«Terra incognita» Владимира Набокова (1931)
Рассказ Владимира Набокова «Terra incognita» был опубликован в 1931 году, перевод на английский язык выполнен в 1963 году и тогда же опубликован. Сюжет рассказа достаточно прост. Рассказчик повествует о том, как его друг Грегсон и некий Кук, персонаж, слегка похожий «на шекспировского шута», сбегают из некой страны Зонраки и пытаются пересечь доселе неизвестную страну и достигнуть холмов Гурано. Их миссия непроста и злополучна. У Вальера лихорадка. Кук сбегает с носильщиками бадонцами, припасами и коллекциями. Грегсон и Вальер решают идти дальше, вскоре к ним снова присоединяется раскаивающийся Кук, который отстал от бадонцев. Рассказчик испытывает галлюцинации на протяжении всего путешествия. Время от времени начинают проступать через окружающую действительность очертания платяного шкафа, потолка, обоев, кресло, стакан с чайной ложкой, подушка, но эти образы при более близком рассмотрении растворяются в окружающей среде. Грегсон и Кук ссорятся и, в конце концов, убивают друг друга. Рассказчик остаётся один, его действительность — тропический мир с двумя трупами. Силы постепенно оставляют его. Он пробует записать кое-что, но записная книжка выскальзывает из рук. Шаря по одеялу, он не может её найти.

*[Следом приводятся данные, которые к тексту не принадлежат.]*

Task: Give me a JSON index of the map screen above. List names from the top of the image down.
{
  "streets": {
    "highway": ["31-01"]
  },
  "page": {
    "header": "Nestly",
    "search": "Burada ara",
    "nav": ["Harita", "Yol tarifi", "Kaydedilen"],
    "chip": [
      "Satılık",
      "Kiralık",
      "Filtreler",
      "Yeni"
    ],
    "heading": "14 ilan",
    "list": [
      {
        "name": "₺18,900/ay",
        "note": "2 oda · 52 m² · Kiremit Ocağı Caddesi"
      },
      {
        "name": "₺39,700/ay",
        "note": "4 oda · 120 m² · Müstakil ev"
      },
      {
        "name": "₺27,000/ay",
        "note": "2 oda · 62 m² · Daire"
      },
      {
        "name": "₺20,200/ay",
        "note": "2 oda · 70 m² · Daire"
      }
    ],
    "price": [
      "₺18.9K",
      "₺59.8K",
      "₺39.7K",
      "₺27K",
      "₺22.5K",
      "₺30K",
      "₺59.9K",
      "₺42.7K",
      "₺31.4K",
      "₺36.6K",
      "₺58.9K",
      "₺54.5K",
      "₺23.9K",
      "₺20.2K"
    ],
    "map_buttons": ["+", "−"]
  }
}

В рассказе присутствуют все характерные для прозы Набокова мотивы. Галлюцинации, оппозиция (вернее постоянно меняющийся континуум) понятий «мир реальный - мир вымышленный», игры сознания, ощущение вечности, ярко выраженная схема «обратной перспективы», с ее искажениями.

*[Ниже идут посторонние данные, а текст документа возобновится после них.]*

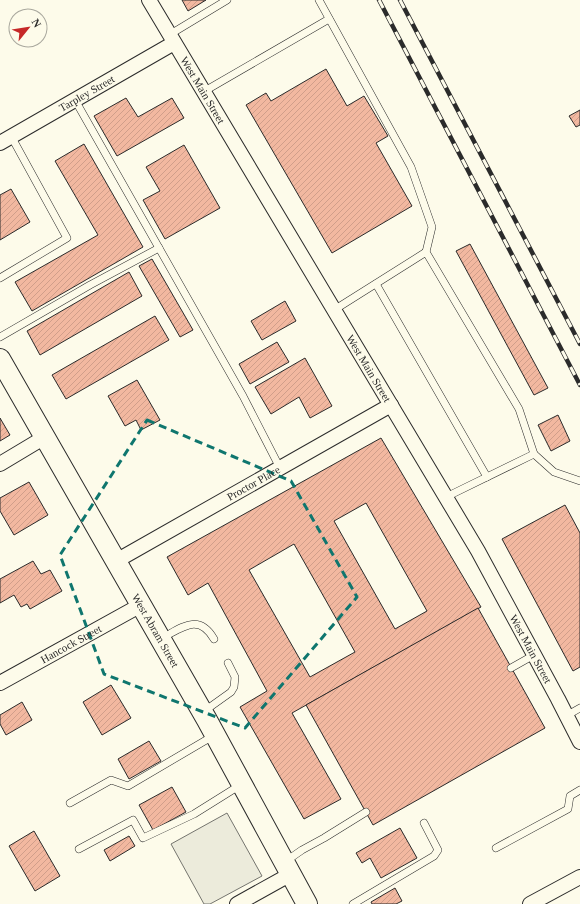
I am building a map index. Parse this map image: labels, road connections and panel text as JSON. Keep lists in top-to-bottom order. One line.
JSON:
{"streets":{"main road":["West Abram Street"],"street":["West Main Street","Tarpley Street","Proctor Place","Hancock Street"]},"crossings":[["West Main Street","Tarpley Street"],["West Main Street","Proctor Place"],["Proctor Place","West Abram Street"],["West Abram Street","Hancock Street"]],"north":"top right"}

По словам Д. Коннолли, для понимания рассказа Набокова «Теrra incognita» необходимо сравнить его с другим произведением, например, с «Приглашением на казнь». Борьба главного героя Цинцинната, формирующая центральную динамику «Приглашения на казнь», дает ключ и к более глубокому прочтению «Terra incognita». В этом рассказе Набоков не просто играет с читательскими представлениями о реальности. Скорее, его занимает необходимость выбора, стоящая перед героем, который запутался в двух «реальностях». «Terra incognita» явно предвосхищает «Приглашение на казнь» темой стремления личности переступить границы сковывающей, приземленной реальности с помощью чарующего царства воображения.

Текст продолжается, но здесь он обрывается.